Böğrüdelik Köyü’nde bir tatar düğünündeydik

Bir hafta önceden sözleşmiştik Aydınlar Ocağı Başkanımız Sayın Dr. Mustafa Güçlü ile. Bu Tatar düğününe gitmeye sözleştiğimiz gibi Pazar sabahı erkenden geldim. TYB Konya evinin önünde hareket saat 8’de idi. Tek tek gelmeye başladı gönül dostları ve 10-12 kadar arkadaş Mustafa Sinan Ümit Bey ile Mustafa Güçlü’nün arabalarına bindik, ver elini Cihanbeyli Böğrüdelik Köyü.

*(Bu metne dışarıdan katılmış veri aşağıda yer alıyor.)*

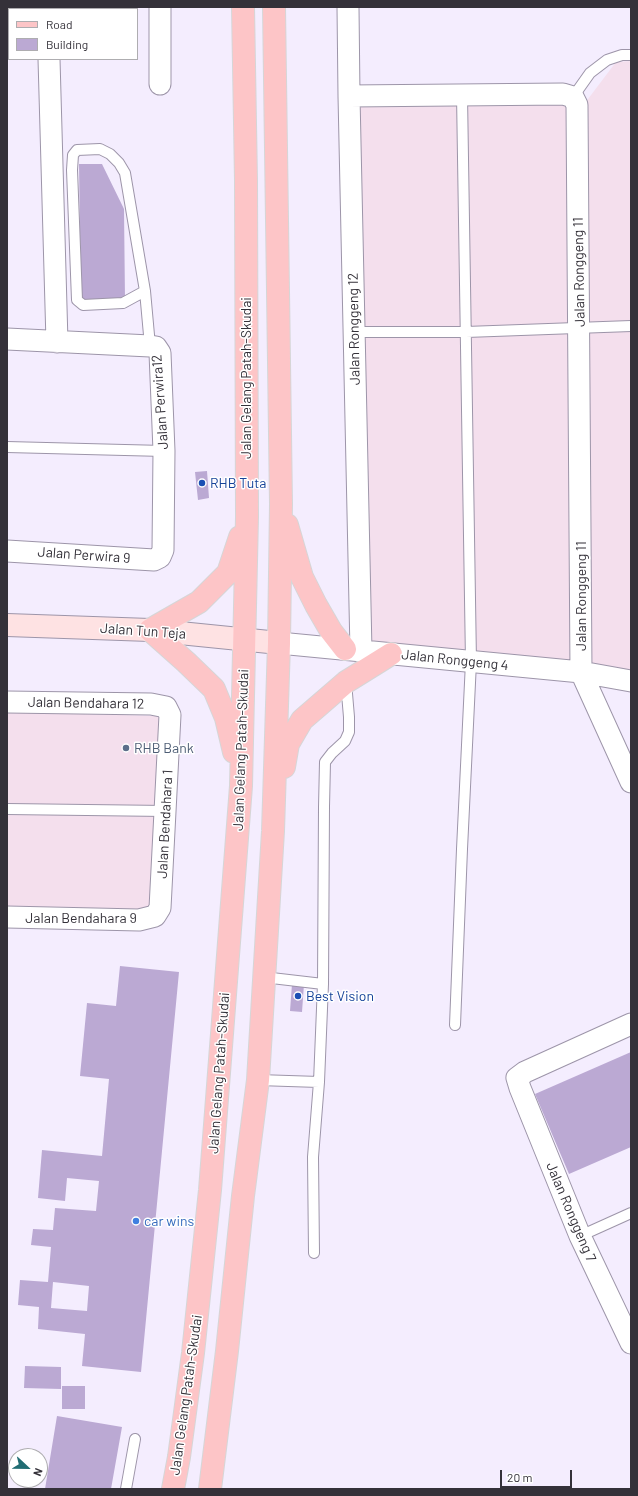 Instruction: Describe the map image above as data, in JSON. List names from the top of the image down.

Bu köye sanırım 25 sene önce bir defa gitmiştim. Suyu ve yeşilliği bol bu güzel yurt köşesini merak da ediyordum o günden bu güne. Saat 9.30 sularında İnsuyu’nun yeşilliklerini seyrederek geçerken bir başka gönül insanı İnsuyulu vekilimiz Sayın Kabakçı aklıma düştü. Hemen telefon açtım, cevap vermedi, belki meşguldür diye kapattım. 2 dakika geçmeden o aradı, selamlaştıktan sonra “Sayın hocam bizler İnsuyu’ndan geçiyoruz sizlerin de kulağını çınlattık. Onun için rahatsız ettik” dedim. “İyiyim İsmail hocam, benim bölgemde benden izinsiz ne yapıyorsunuz” diyerek bir espri yapınca “Sayın Mustafa Güçlü var” dedim. “Eyvallah o zaman sözüm yok ben de şu anda Cihanbeyli’deyim, Yeniceoba’da bir işimiz var ondan sonra telefonlaşalım” dedi. Ben “Sayın vekilim bizim işimiz belli olmaz, biz burada bir düğüne davetliyiz” dedim, selamlaştık telefonu kapattık. Saat 10’da Böğrüdelik Köyü’nde idik, köye girerken yol kenarındaki Avrupai bir yapıya sahip olan bir evde düğün için asılmış Türk bayrağını ve kalabalığı görünce durduk. Bu köyün güzel insanları Tatarlar hemen samimi bir karşılama ile bizlere “hoş geldiniz” dediler. Zaten Sayın Güçlü’yü tanıyorlarmış. Düğün sahibi Belçika’da çalışıyormuş, biraz hoş beş edip, çay içip istirahattan sonra havluda kadınların pişirmekte oldukları yemekleri merak ettik. Çünkü bunlar tam 100 yıl önce Rusya’nın Sibirya bölgesinden getirilip burada iskân edilmişler… Köyün ilk ismi Reşadiye imiş, Sultan Abdülhamit tarafından getirtilen ve Sultan Reşat döneminde iskân edilen köye Reşadiye ismi verilmiş. Sonradan dağın böğründen bol miktarda çıkan sudan esinlenerek cumhuriyet döneminde Böğrüdelik ismi verilmiş. Konya’ya 135 km, Cihanbeyli’ye 35 km uzaklıkta olan bu köyün tabi yemekleri ve adetleri de değişiklik arz ediyordu. Yemek sofralarının üzerindeki çadır gölgeliklerde bir yazı dikkatimizi çekti. Böğrüdelik Köyü Kadınlar Vakfı yazıyordu. Sorduk, evet bu vakıf Konya’daki Böğrüdelik Köyü Kalkındırma ve Yaşatma Derneği’nin köydeki kolu. Burayı kadınlar idare ediyorlar; bu tür köy yemekleri, düğün yemekleri ve yağmur duası gibi organizasyonları bunlar ayarlarlarmış. Doğrusu gıpta ettik.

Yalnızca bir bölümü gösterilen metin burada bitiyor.